Shut off the supply valve behind the toilet — the small oval knob on the wall — flush to drain the tank, unhook the old flapper from its pegs, and take it to the hardware store to match the size. Slip the new one in, reconnect the chain, and turn the water back on. Total time: 20–30 minutes. Total cost: under $15.
One thing to check before you call it done: run your finger around the flush valve seat — the ring the flapper sits against. If it feels rough or has visible scale buildup, that rough surface will eat through the new flapper almost as fast as the old one failed. A little scrubbing with white vinegar and a soft brush can smooth it out enough to hold a proper seal.
The Chain: Easy to Overlook, Easy to Fix
The chain connects the flush handle arm to the flapper. Its length matters more than most people expect.
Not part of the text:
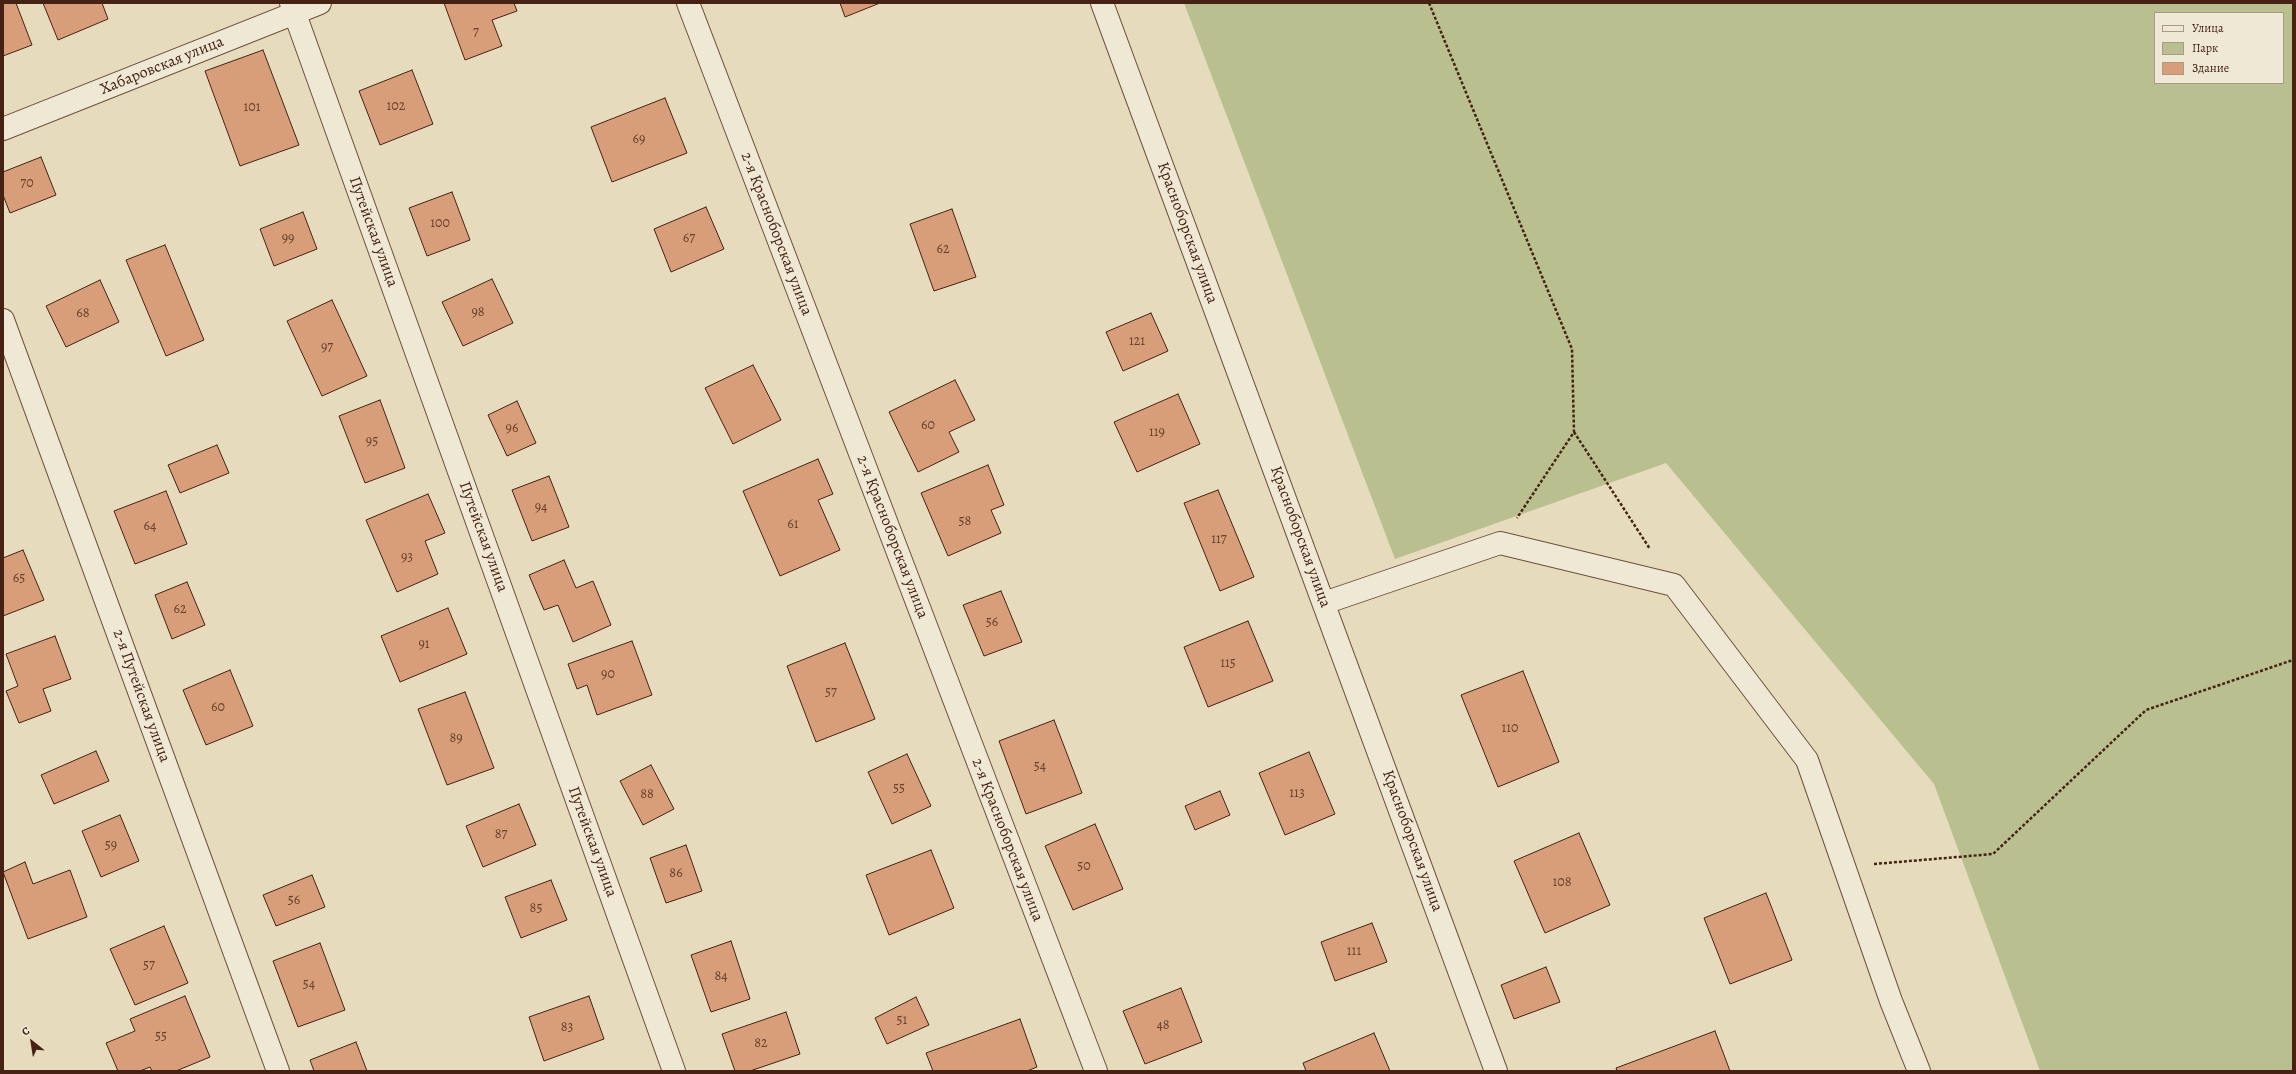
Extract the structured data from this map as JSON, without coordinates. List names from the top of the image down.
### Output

Too short, and the flapper can't drop all the way back onto the valve seat after you flush. It sits slightly open and water trickles through the gap constantly. You'll often notice the toilet runs for an unusually long time after every flush, not just now and then.
Too long, and the chain can loop under the flapper when it closes — holding it up just enough to create a slow leak. This shows up a lot in older toilets where someone replaced the chain at some point with one that was longer than necessary.
The right chain length has about a half-inch of slack when the flapper is seated. Enough that the handle can lift it fully, but not so much that extra chain bunches up underneath. Lift the lid, flush, and watch where the chain goes when the flapper closes. It's obvious once you see it.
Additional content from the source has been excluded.